“Yapacak çok işimiz var. Memlekete dair inancını kaybetme. O topraklar bizim, o insanlar bizim, o yoksulluk ve çaresizlik bizim. Sorumlu hissetmeyi asla bırakma. Samimiyetle inanırsak Allah bizi bereketlendirir.” Geçen sene, bir hayal kırıklığının eşiğindeyken bu mesaj gelmişti Melik Abi’den. Eksik olan buydu sanırım; üzerimizdeki tozu üfleyecek birkaç cümle. Bu memlekette yeniden başlamaya sevk edecek tek cümleye nasıl da muhtacız. Herkesin, “olmaz, yapamazsın, başaramazsın” dediği yerde birinin, o inancı, umudu çöldeki su misali size sunması büyük nimet.
Bu memlekette her yenilginin, kaybedişin, çaresizliğin ağıtçısı var. Müjdeci bulamıyoruz, olamıyoruz. Gönüle bahar getiren bir sevinç, bir muştu duyuramıyoruz. Hayır, teselli etmekten bahsetmiyorum, teselli acizliği artırır. Fakat iyiyi ve güzeli çağırmayı vazife edinemez miyiz, yokuşlardan tepe taklak yuvarlansak da kemiklerimiz ve kalbimiz için ümit var olamaz mıyız? Köhne ve çürümüş bir kabullenmişlikle nasıl devam edebiliriz yaşamaya, yürümeye? Her zaman, her yerde ve koşulda birbirimize hakkı ve sabrı tavsiye edemez miyiz? Kavurucu acıların içinden yürüyüp gelenlere soluklanacak gölge olamaz mıyız? “Yiğit duldasında yiğit saklanır. Muhannette gölge olmaz, dal olmaz.” der Karacaoğlan. İnsan; mert insanın gölgesine sığınır, namerdin zaten gölgesi olmaz, diyor. Mert olup merdi bekleyemez miyiz?
Meflûç zihinlerin ve gönüllerin birbirlerine hastalık bulaştırır gibi karanlığını, umutsuzluğunu bulaştırması bu şehrin ışığından eksiltmez. Bir güneş bin kör kuyuyu aydınlatır, yeter ki o güneşin doğacağını bilerek umutla sabahı bekleyelim. Yeter ki paçamızdan tutup çukurlara çekmeyelim birbirimizi, biri aydınlığa yürürken köprü olabilelim.

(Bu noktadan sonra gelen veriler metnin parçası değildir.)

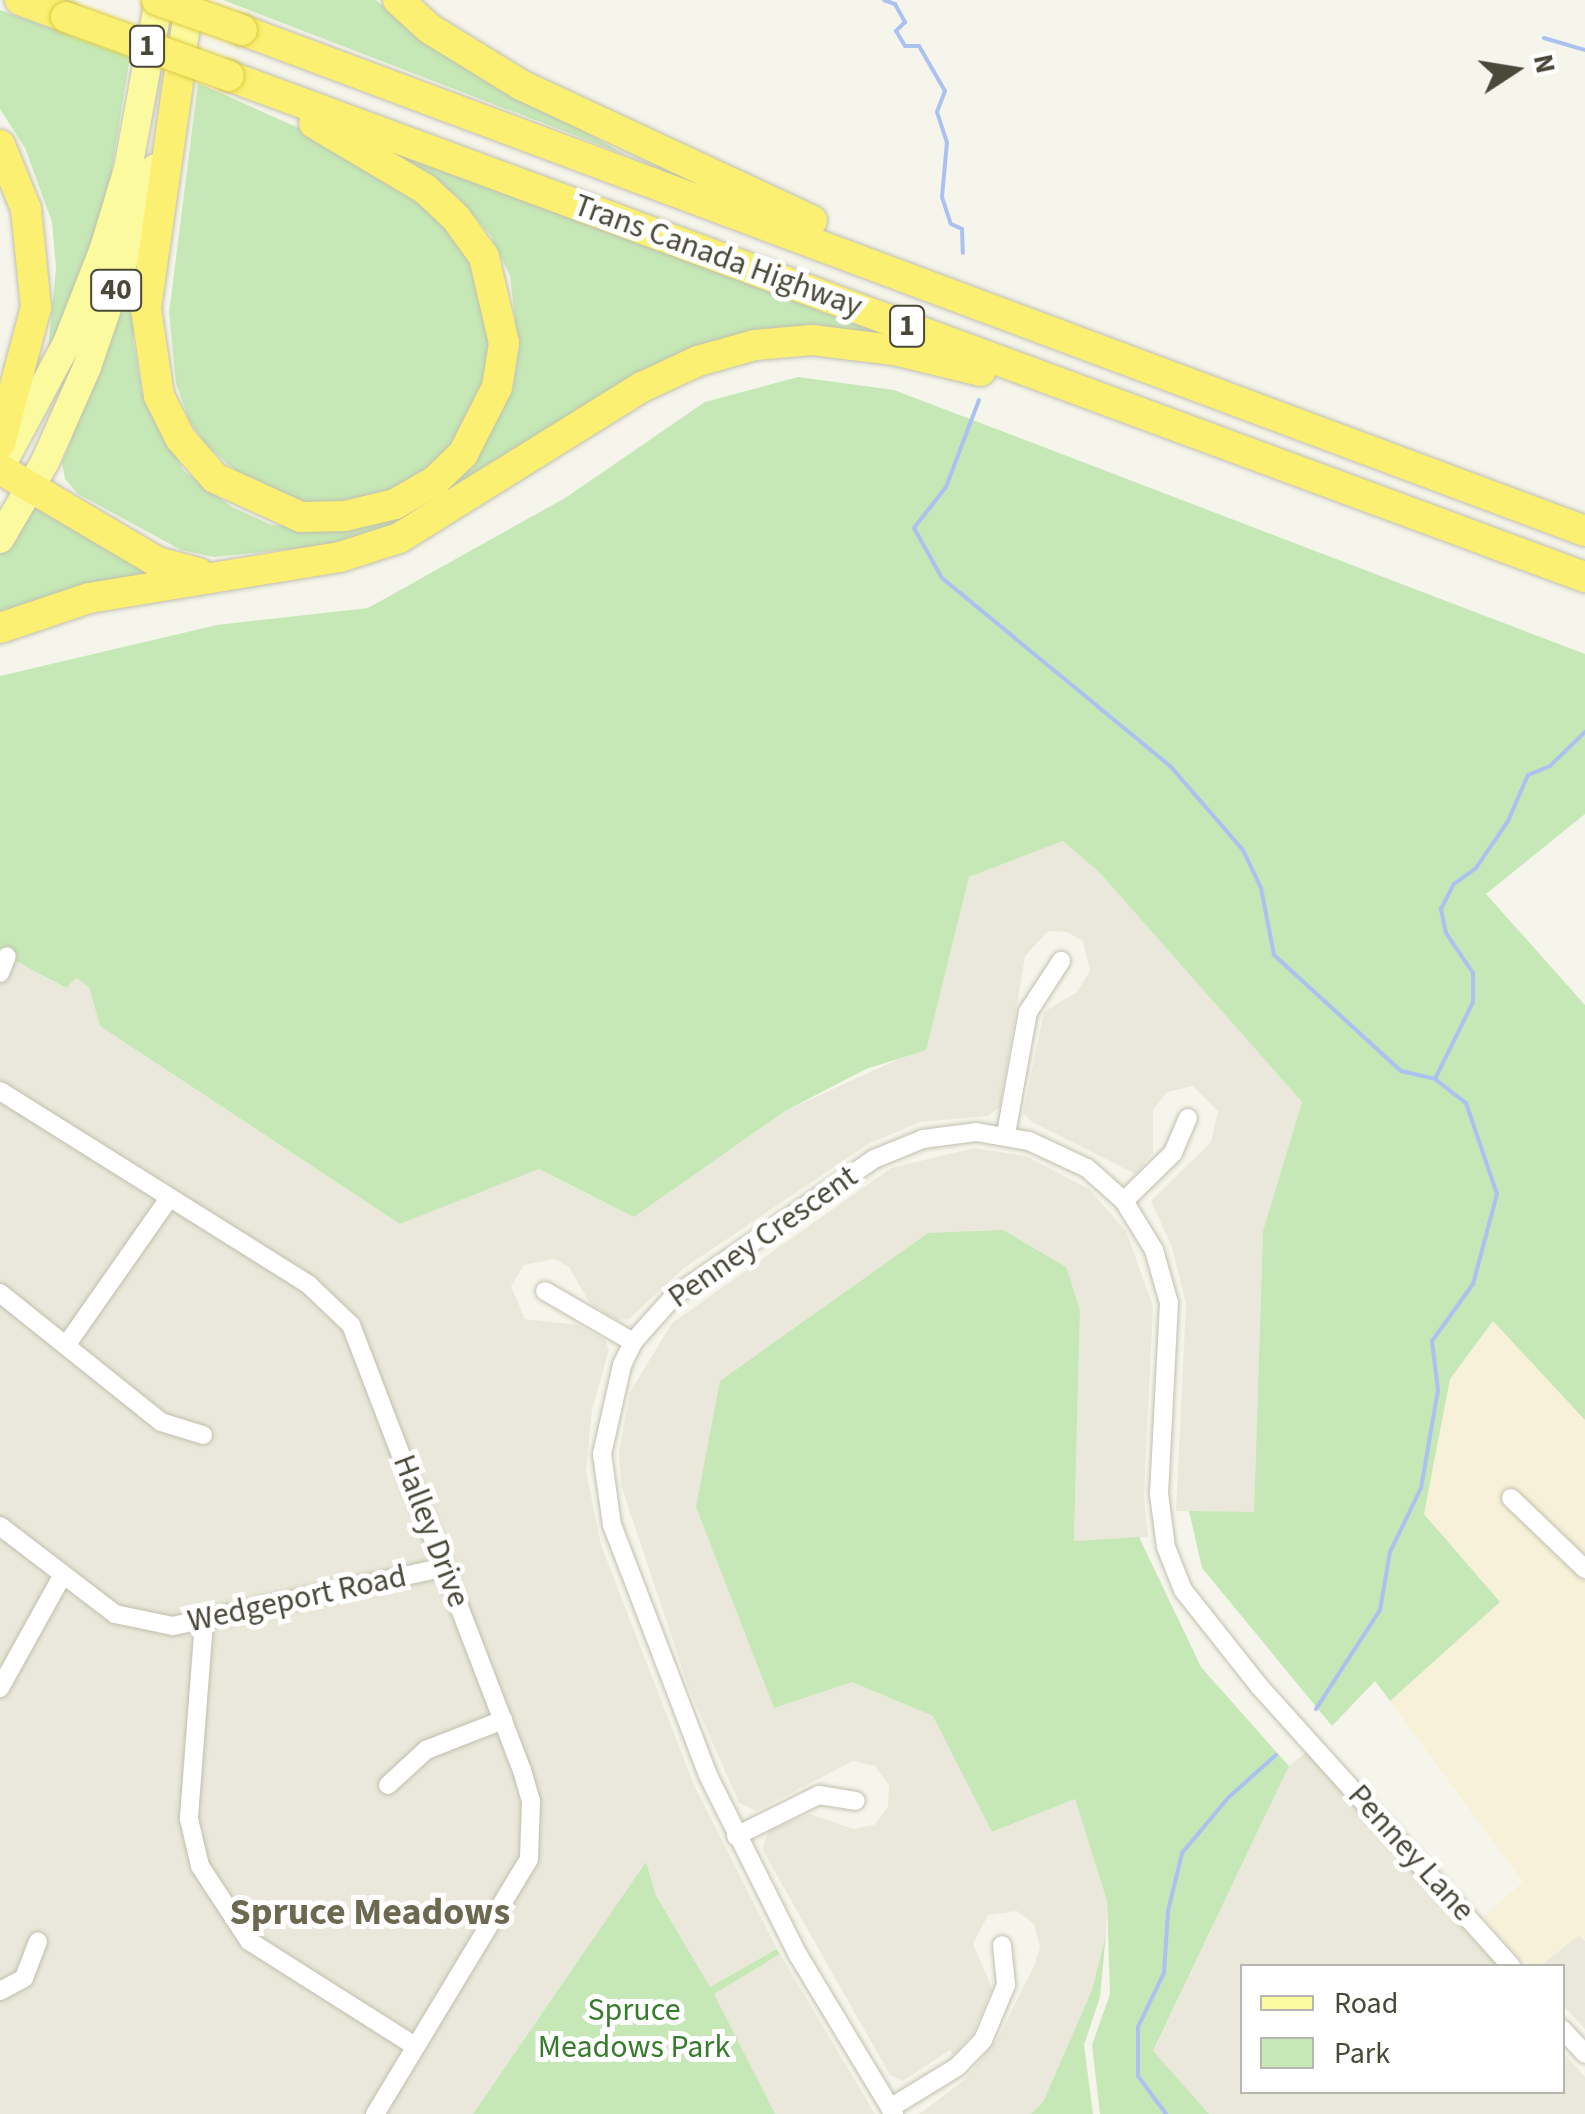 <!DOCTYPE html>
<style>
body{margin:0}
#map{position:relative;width:1585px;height:2114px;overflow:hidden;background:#f6f5ec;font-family:"Source Sans 3",sans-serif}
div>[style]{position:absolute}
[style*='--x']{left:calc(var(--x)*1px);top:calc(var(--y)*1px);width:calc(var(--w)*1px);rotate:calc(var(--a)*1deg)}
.residential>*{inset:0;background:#e9e8da}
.commercial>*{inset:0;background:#f6f1d8}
.green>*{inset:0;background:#c5e8b6}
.stream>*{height:4px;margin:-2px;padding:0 2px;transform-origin:2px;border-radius:2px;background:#abc2f0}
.roads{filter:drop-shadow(0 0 2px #c1c0ae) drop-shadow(0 0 2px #c1c0ae)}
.street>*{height:18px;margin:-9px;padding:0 9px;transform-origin:9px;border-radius:9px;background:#fff}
.primary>*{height:28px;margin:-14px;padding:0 14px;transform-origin:14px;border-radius:14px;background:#fcfa9e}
.highway>*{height:30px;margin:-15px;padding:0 15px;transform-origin:15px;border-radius:15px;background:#fbf071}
.bridges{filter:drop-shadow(0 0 2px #dbca40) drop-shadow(0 0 2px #dbca40)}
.highway-bridge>*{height:30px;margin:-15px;padding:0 15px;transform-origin:15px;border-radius:15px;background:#fbf071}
span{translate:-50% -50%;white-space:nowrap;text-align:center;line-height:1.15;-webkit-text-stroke:10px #fff;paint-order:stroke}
.shield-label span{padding:2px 8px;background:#fff;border:2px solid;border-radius:8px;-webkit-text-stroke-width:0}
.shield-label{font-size:30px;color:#4a4839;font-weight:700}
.street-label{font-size:32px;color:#4a4839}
.park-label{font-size:32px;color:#367c2c}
.quarter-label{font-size:38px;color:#6d6951;font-weight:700}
.legend{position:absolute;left:1240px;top:1964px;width:325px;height:130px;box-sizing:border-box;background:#fff;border:2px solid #b7b6b0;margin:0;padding:12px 18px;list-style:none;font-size:30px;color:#4a4839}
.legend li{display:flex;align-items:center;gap:20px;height:50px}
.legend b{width:50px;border:2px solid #b7b6b0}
.north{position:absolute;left:1465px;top:20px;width:100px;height:100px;-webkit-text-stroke:8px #fff;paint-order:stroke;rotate:78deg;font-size:28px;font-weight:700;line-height:40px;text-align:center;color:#4a4839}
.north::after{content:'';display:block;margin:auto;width:35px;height:45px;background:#4a4839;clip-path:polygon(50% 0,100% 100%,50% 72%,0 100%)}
</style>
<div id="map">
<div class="residential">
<i style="clip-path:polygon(1063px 841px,1100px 873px,1302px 1102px,1263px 1231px,1254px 1513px,1176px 1511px,1186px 1304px,1172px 1247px,1151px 1201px,1211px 1142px,1218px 1111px,1193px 1086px,1167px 1092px,1153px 1110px,1153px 1153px,1135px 1174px,1032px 1122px,1023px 1113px,1044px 1012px,1077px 992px,1090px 971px,1083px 941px,1067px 932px,1048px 931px,1025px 956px,1000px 1107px,988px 1116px,920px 1122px,870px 1143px,684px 1268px,629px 1319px,616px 1320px,589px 1302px,569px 1267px,554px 1259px,524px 1265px,511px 1286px,525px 1319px,578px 1325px,605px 1340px,609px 1350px,592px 1410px,586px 1471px,601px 1545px,694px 1785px,777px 1949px,710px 1987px,656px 1894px,646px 1863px,473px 2114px,0 2114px,0 953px,65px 988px,76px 978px,89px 987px,100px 1026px,400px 1224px,539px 1169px,634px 1217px,785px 1111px,903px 1057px,969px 877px)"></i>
<i style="clip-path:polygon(974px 1148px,1026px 1156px,1089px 1189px,1126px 1231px,1153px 1306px,1144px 1496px,1148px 1537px,1074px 1541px,1080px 1310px,852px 1682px,934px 1716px,993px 1832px,1075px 1799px,1107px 1901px,1106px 1934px,1092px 1990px,1043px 2102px,1031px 2114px,919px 2114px,963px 2081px,997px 2040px,1035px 1964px,1040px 1947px,1034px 1924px,1017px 1911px,988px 1915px,973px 1944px,992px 1988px,972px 2035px,953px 2055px,950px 2050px,903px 2081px,890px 2075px,762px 1849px,769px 1830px,810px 1814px,853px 1829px,874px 1825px,888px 1807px,889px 1785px,875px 1766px,853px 1761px,756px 1811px,739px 1803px,689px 1689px,621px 1485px,619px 1452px,630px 1392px,672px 1323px,891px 1168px)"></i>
<i style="clip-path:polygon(1306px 1752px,1497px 1966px,1242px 1966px,1242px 2092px,1562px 2092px,1563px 2052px,1585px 2077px,1585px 2114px,1209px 2114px,1153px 2052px,1289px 1766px)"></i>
<i style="clip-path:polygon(1579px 1935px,1585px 1941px,1585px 2029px,1563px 2005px,1562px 1966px,1540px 1966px)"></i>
<i style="clip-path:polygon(780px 1954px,875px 2114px,775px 2114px,764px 2097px,714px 1994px)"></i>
</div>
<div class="commercial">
<i style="clip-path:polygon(1585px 1255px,1585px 1941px,1579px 1935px,1540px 1966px,1527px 1966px,1483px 1917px,1523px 1882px,1390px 1701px,1500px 1602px,1424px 1514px,1450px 1379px,1493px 1321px)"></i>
</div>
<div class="green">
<i style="clip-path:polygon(223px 0,376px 0,432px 45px,626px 155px)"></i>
<i style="clip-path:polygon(0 10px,130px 57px,108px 194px,83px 275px,48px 350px,56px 268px,52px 222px,25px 148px,0 109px)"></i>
<i style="clip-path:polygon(198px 83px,371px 160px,460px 234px,494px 308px,489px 374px,458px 437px,408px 488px,343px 505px,304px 503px,250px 483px,206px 445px,189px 420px,176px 383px,169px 313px)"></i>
<i style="clip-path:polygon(379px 142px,692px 258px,893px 338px,748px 333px,682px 351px,429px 513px,341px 544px,214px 557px,181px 550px,78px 494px,65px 479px,62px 463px,151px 233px,133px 339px,142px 392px,184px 471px,232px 507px,272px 525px,313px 528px,471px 464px,512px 392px,519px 351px,510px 276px,491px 236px,457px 196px)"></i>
<i style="clip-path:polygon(798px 377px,894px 390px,1585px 654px,1585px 814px,1486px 894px,1585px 1005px,1585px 1420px,1493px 1321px,1450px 1379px,1424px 1514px,1500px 1602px,1390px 1701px,1375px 1681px,1332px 1726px,1202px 1568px,1189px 1511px,1254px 1512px,1263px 1231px,1302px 1102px,1100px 873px,1063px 841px,969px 877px,926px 1050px,866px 1069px,785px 1111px,634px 1217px,539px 1169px,400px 1224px,100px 1026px,89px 987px,76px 978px,66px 988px,0 953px,0 676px,217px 625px,368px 608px,565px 498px,705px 402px)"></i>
<i style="clip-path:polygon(38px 500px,175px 578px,0 619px,0 552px)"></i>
<i style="clip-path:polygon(1003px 1230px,1066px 1267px,1080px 1310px,1074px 1541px,1139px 1537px,1201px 1667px,1289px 1766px,1153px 2051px,1209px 2114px,1100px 2114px,1092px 2045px,1110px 1994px,1107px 1901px,1075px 1799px,992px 1832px,933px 1716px,852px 1682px,774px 1708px,696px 1507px,720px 1381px,928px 1233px)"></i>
<i style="clip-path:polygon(646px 1862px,656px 1895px,710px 1987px,777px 1949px,780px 1954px,714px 1994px,775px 2114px,473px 2114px)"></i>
<i style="clip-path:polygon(1106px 1934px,1100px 1997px,1084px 2045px,1093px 2114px,1031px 2114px,1043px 2102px,1092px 1990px)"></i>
</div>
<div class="stream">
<i style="--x:884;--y:0;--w:12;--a:20"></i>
<i style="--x:895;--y:4;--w:21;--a:61"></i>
<i style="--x:905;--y:22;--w:13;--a:135"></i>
<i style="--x:896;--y:31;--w:17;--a:59"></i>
<i style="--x:905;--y:46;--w:14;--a:0"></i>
<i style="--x:919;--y:46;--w:52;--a:60"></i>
<i style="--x:945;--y:91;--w:22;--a:111"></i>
<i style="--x:937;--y:112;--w:32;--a:72"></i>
<i style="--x:947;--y:142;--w:55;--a:95.2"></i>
<i style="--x:942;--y:197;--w:28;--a:72"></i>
<i style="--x:951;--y:224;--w:12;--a:24"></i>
<i style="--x:962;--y:229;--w:24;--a:88"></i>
<i style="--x:1544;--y:38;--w:43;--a:16.3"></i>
<i style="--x:979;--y:400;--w:93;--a:110.8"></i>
<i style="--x:946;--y:487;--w:52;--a:128"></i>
<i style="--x:914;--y:528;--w:57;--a:60.8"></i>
<i style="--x:942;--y:578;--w:297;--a:39.5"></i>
<i style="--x:1171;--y:767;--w:110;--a:49.1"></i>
<i style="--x:1243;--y:850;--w:42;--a:64.7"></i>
<i style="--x:1261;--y:888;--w:68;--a:79"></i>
<i style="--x:1274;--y:955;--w:172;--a:42.4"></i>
<i style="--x:1401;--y:1071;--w:35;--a:13"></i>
<i style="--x:1435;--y:1079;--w:39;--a:38"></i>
<i style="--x:1466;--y:1103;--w:96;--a:71.2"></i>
<i style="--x:1497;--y:1194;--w:93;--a:104.9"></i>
<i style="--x:1473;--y:1284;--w:70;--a:125.7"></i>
<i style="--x:1432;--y:1341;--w:49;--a:83"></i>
<i style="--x:1438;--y:1390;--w:99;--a:99.8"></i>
<i style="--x:1421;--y:1488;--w:71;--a:115.8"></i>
<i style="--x:1390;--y:1552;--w:59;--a:99.8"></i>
<i style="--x:1380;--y:1610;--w:118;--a:122.9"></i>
<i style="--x:1435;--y:1079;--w:86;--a:-63.7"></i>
<i style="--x:1473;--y:1002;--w:29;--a:-90"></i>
<i style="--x:1473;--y:973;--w:48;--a:-124"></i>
<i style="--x:1446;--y:933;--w:25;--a:-102"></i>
<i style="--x:1441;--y:909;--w:28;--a:-63"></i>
<i style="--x:1454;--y:884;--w:27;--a:-36"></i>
<i style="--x:1476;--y:868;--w:57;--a:-55.8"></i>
<i style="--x:1508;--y:821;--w:50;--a:-66.5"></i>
<i style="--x:1528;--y:775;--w:24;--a:-22"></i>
<i style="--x:1550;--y:766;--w:49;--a:-44.2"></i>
<i style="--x:1166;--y:2114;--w:47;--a:-126.4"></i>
<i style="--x:1138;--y:2076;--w:49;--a:-90"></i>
<i style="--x:1138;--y:2027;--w:60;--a:-64.3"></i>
<i style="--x:1164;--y:1973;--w:62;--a:-86.3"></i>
<i style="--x:1168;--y:1911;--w:60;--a:-76.4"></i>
<i style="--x:1182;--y:1853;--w:73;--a:-50"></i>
<i style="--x:1229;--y:1797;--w:63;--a:-41.8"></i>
</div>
<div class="roads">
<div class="street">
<i style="--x:0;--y:973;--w:18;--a:-68"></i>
<i style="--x:0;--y:1091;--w:365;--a:32.1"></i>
<i style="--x:309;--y:1285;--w:58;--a:43.6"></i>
<i style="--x:351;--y:1325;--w:477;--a:69"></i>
<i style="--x:522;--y:1770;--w:32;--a:74"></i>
<i style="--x:531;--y:1801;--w:58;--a:92"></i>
<i style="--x:529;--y:1859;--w:298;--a:121.1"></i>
<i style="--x:1006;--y:1134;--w:124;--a:-79.8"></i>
<i style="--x:1028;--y:1012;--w:61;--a:-57.1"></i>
<i style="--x:1124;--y:1201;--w:69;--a:-44.4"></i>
<i style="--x:1173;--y:1153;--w:38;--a:-67"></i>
<i style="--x:545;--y:1291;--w:102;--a:30.1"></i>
<i style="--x:0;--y:1293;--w:206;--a:38.7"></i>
<i style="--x:161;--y:1422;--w:44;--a:17.2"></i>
<i style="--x:67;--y:1344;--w:174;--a:-55"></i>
<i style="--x:1511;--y:1498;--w:103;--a:43.8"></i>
<i style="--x:0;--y:1526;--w:145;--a:37.4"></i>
<i style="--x:115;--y:1614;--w:59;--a:11.7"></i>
<i style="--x:173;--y:1626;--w:278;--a:-12.2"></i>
<i style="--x:204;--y:1622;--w:198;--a:94.4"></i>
<i style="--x:189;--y:1819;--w:48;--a:76.8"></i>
<i style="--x:200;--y:1866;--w:90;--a:56.8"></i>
<i style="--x:249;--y:1941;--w:196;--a:32.3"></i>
<i style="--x:0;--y:1688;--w:128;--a:-61"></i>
<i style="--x:388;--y:1785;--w:52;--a:-42.6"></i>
<i style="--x:426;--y:1750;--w:83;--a:-21.3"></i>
<i style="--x:736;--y:1836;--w:93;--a:-26.3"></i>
<i style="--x:819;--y:1795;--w:37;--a:9"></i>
<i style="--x:0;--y:1991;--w:27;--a:-28"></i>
<i style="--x:24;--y:1978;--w:39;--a:-69"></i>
<i style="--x:1562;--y:2029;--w:34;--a:47"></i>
<i style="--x:890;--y:2108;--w:79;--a:-31.5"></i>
<i style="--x:957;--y:2067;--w:37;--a:-46"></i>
<i style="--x:983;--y:2040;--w:60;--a:-67.3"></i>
<i style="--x:1006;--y:1985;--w:40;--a:-95.7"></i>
<i style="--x:894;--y:2114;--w:186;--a:-121.1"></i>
<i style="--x:798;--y:1955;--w:201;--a:-116.6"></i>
<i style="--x:708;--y:1775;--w:268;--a:-111"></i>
<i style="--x:612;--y:1525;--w:72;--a:-98"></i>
<i style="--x:602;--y:1454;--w:91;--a:-77.3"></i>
<i style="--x:622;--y:1365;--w:25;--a:-64"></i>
<i style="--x:633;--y:1342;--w:62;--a:-48.3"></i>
<i style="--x:674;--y:1296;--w:242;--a:-34.4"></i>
<i style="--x:874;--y:1159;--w:53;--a:-22.2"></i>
<i style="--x:923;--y:1139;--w:53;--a:-7.5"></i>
<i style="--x:976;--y:1132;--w:54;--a:9.6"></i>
<i style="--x:1029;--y:1141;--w:64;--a:25"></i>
<i style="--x:1087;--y:1168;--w:50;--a:41.7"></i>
<i style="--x:1124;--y:1201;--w:57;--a:58.5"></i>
<i style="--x:1154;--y:1250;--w:55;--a:74.2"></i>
<i style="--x:1169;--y:1303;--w:191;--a:93"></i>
<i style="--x:1159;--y:1494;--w:53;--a:82.5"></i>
<i style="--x:1166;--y:1547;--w:46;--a:68.4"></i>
<i style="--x:1183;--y:1590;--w:122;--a:51.6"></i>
<i style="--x:1259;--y:1686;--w:377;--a:48"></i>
</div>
<div class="primary">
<i style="--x:178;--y:78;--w:79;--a:-81.3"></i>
<i style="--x:0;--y:468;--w:142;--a:-61.8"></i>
<i style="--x:67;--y:343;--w:102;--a:-68.7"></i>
<i style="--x:104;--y:248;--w:83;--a:-73.1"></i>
<i style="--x:128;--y:169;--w:172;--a:-79.6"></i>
<i style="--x:0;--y:539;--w:89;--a:-59.7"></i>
<i style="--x:45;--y:462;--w:104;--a:-66.1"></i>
<i style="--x:87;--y:367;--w:210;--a:-71.1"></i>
</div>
<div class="highway">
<i style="--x:20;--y:0;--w:49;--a:20.3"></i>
<i style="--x:398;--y:0;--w:43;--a:42.2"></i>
<i style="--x:430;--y:29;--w:107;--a:31.6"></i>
<i style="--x:521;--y:85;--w:321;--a:25"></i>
<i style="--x:242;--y:30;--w:1433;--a:20.46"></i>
<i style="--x:229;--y:76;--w:1446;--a:20.28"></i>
<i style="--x:178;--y:83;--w:228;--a:98.1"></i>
<i style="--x:146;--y:309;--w:88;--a:81.5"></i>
<i style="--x:159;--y:396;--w:47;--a:63.4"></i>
<i style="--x:180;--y:438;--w:53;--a:48.8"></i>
<i style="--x:215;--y:478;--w:94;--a:24.4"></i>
<i style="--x:301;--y:517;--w:44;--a:-1.3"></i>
<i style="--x:345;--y:516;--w:51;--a:-13.5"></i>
<i style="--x:395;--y:504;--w:46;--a:-29.9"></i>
<i style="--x:435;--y:481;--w:39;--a:-44"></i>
<i style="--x:463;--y:454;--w:75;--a:-63.1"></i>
<i style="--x:497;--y:387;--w:45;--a:-81"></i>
<i style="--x:504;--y:343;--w:88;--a:-103.1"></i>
<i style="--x:484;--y:257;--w:48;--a:-125.7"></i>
<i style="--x:456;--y:218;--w:42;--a:-136.9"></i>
<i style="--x:425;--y:189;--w:129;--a:-149.3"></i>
<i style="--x:0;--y:145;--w:69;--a:67.9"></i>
<i style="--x:26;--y:209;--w:99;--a:84.2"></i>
<i style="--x:36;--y:307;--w:141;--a:104.8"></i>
<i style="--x:0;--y:469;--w:182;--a:30.6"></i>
<i style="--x:157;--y:562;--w:43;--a:14.7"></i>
<i style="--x:0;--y:628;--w:94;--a:-18.6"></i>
<i style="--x:89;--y:598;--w:254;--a:-9.3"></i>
<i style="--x:340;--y:557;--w:62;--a:-17.9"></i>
<i style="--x:399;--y:538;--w:286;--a:-31.9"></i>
<i style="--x:642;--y:387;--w:62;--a:-24.9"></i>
<i style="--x:698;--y:361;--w:59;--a:-15.7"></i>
<i style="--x:755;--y:345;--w:57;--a:-5"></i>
<i style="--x:812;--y:340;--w:83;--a:7"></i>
<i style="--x:894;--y:350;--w:89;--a:13.6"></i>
</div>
</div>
<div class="bridges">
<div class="highway-bridge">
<i style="--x:157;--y:0;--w:90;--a:19.4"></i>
<i style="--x:66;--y:17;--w:173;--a:19.9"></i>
</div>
</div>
<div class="shield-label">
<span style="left:147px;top:46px">1</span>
<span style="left:116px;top:290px">40</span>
<span style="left:907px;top:326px">1</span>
</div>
<div class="street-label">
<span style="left:718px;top:256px;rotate:20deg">Trans Canada Highway</span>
<span style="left:763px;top:1237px;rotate:-35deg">Penney Crescent</span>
<span style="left:431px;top:1531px;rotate:69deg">Halley Drive</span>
<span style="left:297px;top:1599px;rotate:-12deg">Wedgeport Road</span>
<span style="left:1411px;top:1853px;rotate:48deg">Penney Lane</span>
</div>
<div class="park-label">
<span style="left:634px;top:2029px">Spruce<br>Meadows Park</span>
</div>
<div class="quarter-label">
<span style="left:370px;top:1913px">Spruce Meadows</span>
</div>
<ul class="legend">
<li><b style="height:12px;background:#fcfa9e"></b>Road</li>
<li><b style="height:28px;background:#c5e8b6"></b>Park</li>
</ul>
<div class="north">N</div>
</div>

“Yaşadım fakat nasıl yaşadım?” diye soruyor şair. Allah’ın huzurunda, şu cümlenin köklerine can suyu olacak cevabımız olur inşallah. İman ettik, iyi işlerde bulunduk, birbirimize hakkı ve sabrı tavsiye ettik, diyebilmek nasip olsun.
Ve Melik Abi şöyle yazmıştı son mesajını: “İnancını diri tut…” Yeniden başlamanın şifası ile tozumuz üflendi; umudumuz, inancımız, ruhumuz tazelendi. Gönülden uzatılan her cümlenin canı ile can bulduk. Canı bulduk candan içeri, Allah bizi bereketlendirdi. Daim ve kaim olsun.